Siyah sofralıklar da ise kararma kabuktan meyve etine geçmiş ve dane normal iriliğe erişmiş olmalıdır.
Yağlık zeytinlerde ise ağaçta yeşil meyve kalmadığında, kabuğun etten kolayca ayrıldığında, iki parmak arasında sıkılan meyvenin çekirdeğinin kolayca ayrılması pratik işaretler olarak kabul edilir.
Hasat şekilleri:
a) Elle Toplama: En ideal toplama şeklidir. Özellikle iyi budanmış, küçük ve orta boy ağaçlarda uygulanır. Ancak ülkemizde zeytinliklerin %80'inin eğimli arazilerde olması ve boylarının yüksek olması elle toplamayı zorlaştırır.

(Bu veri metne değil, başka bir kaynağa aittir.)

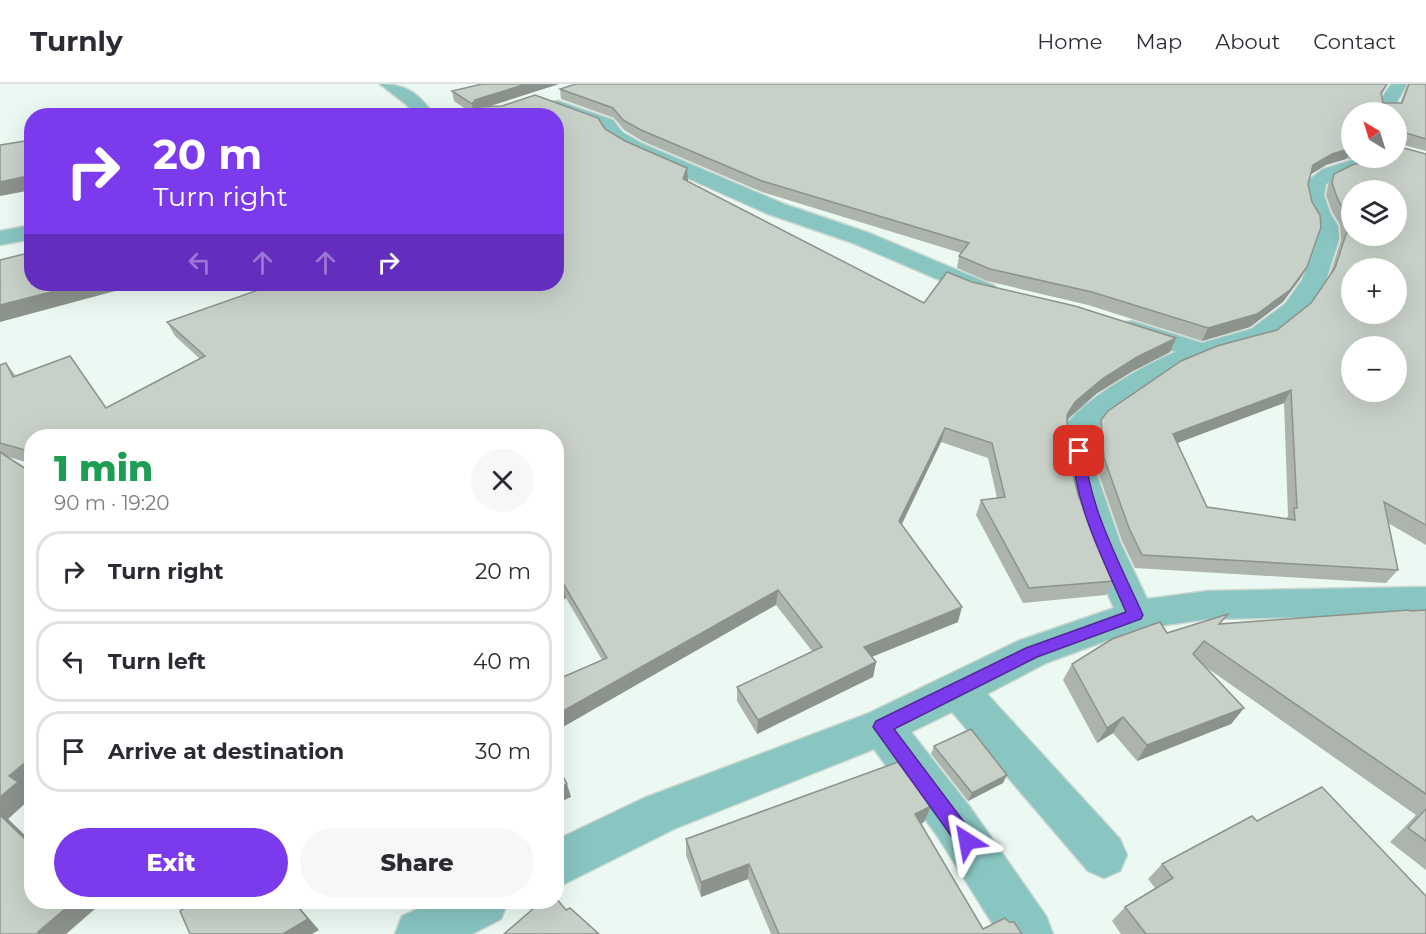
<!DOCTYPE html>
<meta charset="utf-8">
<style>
body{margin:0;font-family:Montserrat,sans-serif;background:#f7f7f7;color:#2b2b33;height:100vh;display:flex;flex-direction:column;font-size:22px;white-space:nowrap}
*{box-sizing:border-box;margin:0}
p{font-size:20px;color:#7c7c81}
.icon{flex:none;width:33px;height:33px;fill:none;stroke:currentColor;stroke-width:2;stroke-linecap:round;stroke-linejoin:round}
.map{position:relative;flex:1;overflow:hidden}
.side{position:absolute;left:24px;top:345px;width:540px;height:480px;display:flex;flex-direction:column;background:#fff;border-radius:24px;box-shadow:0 6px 24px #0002}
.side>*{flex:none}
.top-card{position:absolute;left:24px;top:24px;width:540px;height:183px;border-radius:24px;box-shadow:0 6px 24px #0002;background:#7c3aed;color:#fff;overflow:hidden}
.needle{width:39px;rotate:322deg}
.buttons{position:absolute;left:1341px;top:18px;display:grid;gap:12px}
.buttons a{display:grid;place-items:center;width:66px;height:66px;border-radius:50%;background:#fff;box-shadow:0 6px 24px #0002;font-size:30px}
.pin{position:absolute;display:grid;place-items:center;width:51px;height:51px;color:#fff;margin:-26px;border-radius:12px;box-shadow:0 3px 9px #0006}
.me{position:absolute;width:66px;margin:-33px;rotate:326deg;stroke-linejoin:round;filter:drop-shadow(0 0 4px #0008)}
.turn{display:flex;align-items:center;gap:21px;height:126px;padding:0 30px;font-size:27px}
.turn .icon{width:78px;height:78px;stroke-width:2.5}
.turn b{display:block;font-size:42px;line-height:51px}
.lanes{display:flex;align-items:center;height:57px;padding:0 30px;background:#0003;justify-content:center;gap:30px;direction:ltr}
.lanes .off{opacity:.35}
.round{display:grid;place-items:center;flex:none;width:63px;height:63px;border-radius:32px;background:#f7f7f7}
.summary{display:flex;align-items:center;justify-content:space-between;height:102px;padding:0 30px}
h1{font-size:36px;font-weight:800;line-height:45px;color:#1e9e55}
.button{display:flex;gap:12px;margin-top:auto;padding:12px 30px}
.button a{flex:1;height:69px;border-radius:36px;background:#7c3aed;color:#fff;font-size:24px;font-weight:800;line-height:69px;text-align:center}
.button a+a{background:#f7f7f7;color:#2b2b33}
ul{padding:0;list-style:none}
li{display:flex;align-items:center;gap:18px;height:81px;margin:0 12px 9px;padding:0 18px;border:3px solid #e1e1e2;border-radius:24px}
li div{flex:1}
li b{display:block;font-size:22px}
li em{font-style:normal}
header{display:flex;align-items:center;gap:36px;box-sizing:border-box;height:84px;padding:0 30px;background:#fff;border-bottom:2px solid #e1e1e2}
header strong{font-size:28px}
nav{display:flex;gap:33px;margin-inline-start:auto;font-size:21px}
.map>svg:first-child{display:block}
</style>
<header>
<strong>Turnly</strong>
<nav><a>Home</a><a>Map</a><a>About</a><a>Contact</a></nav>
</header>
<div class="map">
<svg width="1426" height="850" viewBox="0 0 1426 850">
<rect width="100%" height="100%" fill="#ecf9f3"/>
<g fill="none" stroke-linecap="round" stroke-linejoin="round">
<defs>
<path id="minor" d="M380 0C407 0 419 10 435 32H416L407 21Z
M1391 0H1407L1396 20 1395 28H1379L1378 20Z
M558 17 613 36 622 48 641 59 784 120 869 149 995 202 998 207 995 212 986 214 977 212 853 159 768 130 627 67 607 55 601 44 552 26 549 22 552 18Z
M1359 74H1389L1386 78 1345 90 1326 100 1324 111 1330 129 1338 142 1339 155 1326 196 1303 230 1269 257 1210 273 1174 288 1101 338 1093 348 1096 388 1120 458 1147 515 1208 507 1426 503V531L1208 535 1138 545 1046 579 987 610 1120 755 1127 771 1120 787 1104 794 1088 787 952 628 911 648 970 723 1046 832 1053 850H999L938 753 874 665 676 744 556 804V756L644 714 867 630 1018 557 1114 524C1092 473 1065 419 1063 363 1063 357 1062 350 1064 345 1076 319 1149 278 1176 268L1123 251 1119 245 1123 239 1132 237 1202 259 1251 245 1285 220 1302 196 1317 155 1316 142 1308 129 1304 111 1306 98 1323 85Z
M32 141V155L0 161V147Z
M433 818H508L501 835 472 850H395L402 832Z"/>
</defs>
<use href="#minor" stroke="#cad6d0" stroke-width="3"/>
<use href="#minor" fill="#89c5c1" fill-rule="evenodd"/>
</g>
<path fill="#acb4ac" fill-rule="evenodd" d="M482 0H559L488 22 605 45 688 97 924 219 972 198 1170 268 1131 288 1096 310 1070 333 1067 337 1068 369 1078 411 1114 497 1106 511 1023 519 976 431 981 416 997 414 988 374 941 358 902 440 958 538 872 573 876 578 873 593 757 650 737 617V603L812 567 776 521 602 576 566 514 556 521V352H32V380L6 372 32 389V700L26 705 32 709V713L8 735 32 758V818L97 823 66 850H0V281L6 279 16 292 106 324 200 275 175 252 167 238 556 200 470 28 454 17 452 7Z
M576 0H1388L1382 10 1383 19H1400L1408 0H1426V67L1400 60V63L1426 70V461L1388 439 1398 486 1386 499 1135 484 1122 457 1098 388 1095 349 1101 336 1277 246 1311 219 1329 193 1341 156 1340 141 1332 128 1326 111 1328 101 1334 90 1396 74V28H1352V74H1370L1346 75 1326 81 1310 91 1308 100 1300 195 1283 218 1250 243 1202 257 1088 221 987 197 957 184 959 172 961 169 762 108 642 57 624 46 614 34 561 15 560 5ZM1284 319 1288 432 1286 435 1207 423 1177 359Z
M1426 526V786L1390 758 1416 731 1203 581 1244 624 1231 640 1137 677 1113 649 1097 659 1063 596 1072 580 1221 540Z
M934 662 1003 699 968 717 931 670Z
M1257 737 1426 850H1121L1112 837 1125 823 1155 804 1148 795 1162 780Z
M924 738 921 740 983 845 1022 850H771L748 795 701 813 686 771V755Z"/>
<path fill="#8c928c" d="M526 0H559L481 25 478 23V26L474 30 472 20 475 16Z
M1352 64 1346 75 1326 81 1308 92 1313 81 1332 70Z
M687 84 688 97 683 108V95Z
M32 91V106L0 112V98Z
M1307 183 1300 195 1283 218 1250 243 1202 257 1208 244Z
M82 200H141L0 238V221Z
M1176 254 1170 268 1131 288 1096 310 1070 333 1061 346 1067 331 1075 318 1102 295 1137 273Z
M1291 306 1284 319 1167 363 1173 350Z
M945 344 941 358 896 452 899 437Z
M563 499 566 514 556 521V504Z
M778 506 776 521 556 647V631Z
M962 523 958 538 861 577 864 563Z
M876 578 873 593 757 650 758 636Z
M1244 624 1231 640 1137 677 1147 661Z
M1123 633 1113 649 1097 659 1107 644Z
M32 673V700L26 705 32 709V713L8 735 32 758V762L0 731V713L9 692Z
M1007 691 1003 699 968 717 972 709Z
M567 700 571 713 556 720V705Z
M931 722 924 738 909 746 915 730Z
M749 780 748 795 701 813V798Z
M73 818H91L97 823 66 850H39L38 848Z
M294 818H312L300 824 319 846 312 850H283Z"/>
<path fill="#c8d1c8" stroke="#8c928c" stroke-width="1.5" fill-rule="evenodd" d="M482 0H526L475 16 472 20 452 7Z
M576 0H1387L1381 9 1383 19H1402L1409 0H1426V55L1403 48 1400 50V63L1426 70V441L1384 418 1398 486 1142 471 1129 444 1104 374 1101 336 1108 327 1181 277 1217 262 1277 246 1311 219 1335 184 1348 144 1346 129 1338 116 1332 99 1334 90 1352 81 1378 74H1396V28H1352V64L1332 70 1313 81 1308 100 1312 118 1320 131 1321 143 1307 183 1290 206 1257 230 1208 244 1092 208 990 185 959 172 969 159 762 97 641 46 623 36 613 24 560 5ZM1352 106H1396V152H1352ZM1352 184H1396V230H1352ZM1352 262H1396V308H1352ZM1291 306 1297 424H1294L1295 436 1207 423 1173 350Z
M535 11 598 34 605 45 625 57 687 84 683 95 924 219 947 188 972 198 1075 222 1176 254 1137 273 1102 295 1075 318 1067 331 1068 369 1078 411 1114 497 1029 504 981 416 1005 413 992 359 945 344 899 437 962 523 864 563 876 578 758 636 737 603 822 563 778 506 556 631V596L607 574 563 499 556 504V352H32V368L0 359V281L6 279 13 293 70 272 106 324 205 272 167 238 275 200H556V32H459L480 24 478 23 502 22Z
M194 26 197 32H165Z
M32 56V91L0 98V61Z
M32 168V200H82L0 221V176Z
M0 368 32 389V673L9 692 18 698 0 713Z
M1409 526 1410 527 1426 526V710L1204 557 1193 570 1244 624 1147 661 1123 633 1107 644 1072 580 1112 555 1160 538 1167 549 1228 530 1219 540Z
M971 645 1007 691 972 709 934 662Z
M898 678 931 722 915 730 983 845 1005 834 1009 838H1014L1022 850H779L749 780 701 798 686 755Z
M556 679 567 700 556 705Z
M1322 703 1426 812V850H1146L1125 823 1173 794 1162 780 1252 732 1257 737Z
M1426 725V757L1408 744Z
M0 731 32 762V818H73L38 848 39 850H0Z
M556 814 566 826 570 824 599 850H504L541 818H556Z
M194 818H294L308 835 283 850H190L180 827Z"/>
<path fill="#7c3aed" stroke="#51269a" stroke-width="1.5" d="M1079 363 1085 367C1088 422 1121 482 1143 531L1141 535 1037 573 894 645 973 750 976 757 973 764 967 766 960 764 873 643 876 637 1026 564 1126 528C1105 479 1074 421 1073 367Z"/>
</svg>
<div class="buttons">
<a><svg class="needle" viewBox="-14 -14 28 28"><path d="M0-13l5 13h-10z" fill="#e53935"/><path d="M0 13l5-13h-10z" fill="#7c7c81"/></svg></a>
<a><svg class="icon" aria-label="layers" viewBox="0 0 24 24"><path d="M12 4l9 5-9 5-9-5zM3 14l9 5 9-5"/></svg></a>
<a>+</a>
<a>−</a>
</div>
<div class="pin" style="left:1079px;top:367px;background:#d93025"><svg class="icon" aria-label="arrive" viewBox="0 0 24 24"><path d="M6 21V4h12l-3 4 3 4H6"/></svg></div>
<svg class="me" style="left:967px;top:757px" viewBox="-20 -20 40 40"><path d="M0-17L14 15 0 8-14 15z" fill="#7c3aed" stroke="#fff" stroke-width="4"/></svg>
<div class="top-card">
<div class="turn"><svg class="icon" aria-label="right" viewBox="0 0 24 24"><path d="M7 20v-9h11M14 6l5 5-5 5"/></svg><div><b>20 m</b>Turn right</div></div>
<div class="lanes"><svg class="icon off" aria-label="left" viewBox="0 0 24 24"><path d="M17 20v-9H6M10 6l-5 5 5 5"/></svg><svg class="icon off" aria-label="ahead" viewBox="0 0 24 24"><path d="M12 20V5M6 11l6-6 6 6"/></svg><svg class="icon off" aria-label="ahead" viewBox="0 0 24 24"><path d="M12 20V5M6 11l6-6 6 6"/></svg><svg class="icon" aria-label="right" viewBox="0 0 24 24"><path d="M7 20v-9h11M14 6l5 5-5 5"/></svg></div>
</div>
<section class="side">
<div class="summary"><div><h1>1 min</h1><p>90 m · 19:20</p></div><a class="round"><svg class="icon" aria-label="close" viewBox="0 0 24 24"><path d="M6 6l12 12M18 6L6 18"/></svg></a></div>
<ul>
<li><svg class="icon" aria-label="right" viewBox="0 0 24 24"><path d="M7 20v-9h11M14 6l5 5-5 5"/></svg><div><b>Turn right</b></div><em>20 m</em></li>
<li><svg class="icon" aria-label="left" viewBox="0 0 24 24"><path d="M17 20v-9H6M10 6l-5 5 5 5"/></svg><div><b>Turn left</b></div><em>40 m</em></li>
<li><svg class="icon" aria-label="arrive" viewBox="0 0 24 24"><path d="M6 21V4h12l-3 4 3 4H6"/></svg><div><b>Arrive at destination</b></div><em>30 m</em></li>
</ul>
<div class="button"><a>Exit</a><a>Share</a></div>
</section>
</div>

b) Sırıkla Çırpma: En yaygın olan hasad   şeklidir.    Bu   yöntem   filiz kırılmalarına yol açtığı için periyo-disiteyi arttırır, hastalık ve zararlılara karşı dayanıklılığı azaltır. Vurma şiddetiyle meyve yere düştüğü için hem yaralanır hem de kirlenir. Bu meyve­lerin bütün ürünün içine karıştırılması sonucunda, yağa işlenene kadar çürümenin ve bozulmanın artmasına neden olacaklardır.
c) Mekanik Hasat: Ancak düz arazilerde ve yeni sistem zeytinlikler içindir. Ülkemizde henüz yaygın bir kullanımı yoktur.
Zeytinin ne kadar hassas bir meyve olduğuna özen gösterilmemesi nedeniyle ülkemizde yapılan en büyük hata, fabrikaya taşıma işlerinin temiz plastik kasalar yerine pis çuvallar içinde yapılıyor olmasıdır. Zeytinin durdukça yağının artması fikri ise tamamen yanlıştır. Bu işlem sadece yağınızın asitliğinin artmasına yol açar. Hasattan sonra ürün hemen fabrikaya götürül­meli ve orada bekletilmeden yağ elde edilmelidir.
 
Periyodisite
 
Zeytin ağacının doğal yapısından kaynaklanan ve ürünün bir yıl çok bir yıl az az veya yok denecek kadar az olması, PERİYODİSİTE demektir.
Periyodisiteyi, çeşitlere bağlı olarak çok farklı şiddette olmasına rağmen dışarıdan yapılacak uygulamalarla azaltabiliriz.

1) Zeytin meyvesi 2 yıllık sür­günler üzerinde oluşan çiçeklerden meydana gelir. Budama yaparken bu sürgünleri kesmemeye kesinlikle dikkat etmeliyiz.
2)    Kışın kurak geçen yıllarda yapılan yaz sulaması ve ilaveten daha önce belirttiğimiz gübreleme, zeytinlik bakımının temeli olmalıdır.
3)    Sırıkla hasat yapılırken gelecek yılın ürününü verecek olan gözlere zarar verilmektedir. Bu yüzden hasad işleminin bu gözler oluşmadan Şubat ayı sonuna kadar bitirilmesi ve ardından da budama işleminin hemen yapılması gerekmektedir.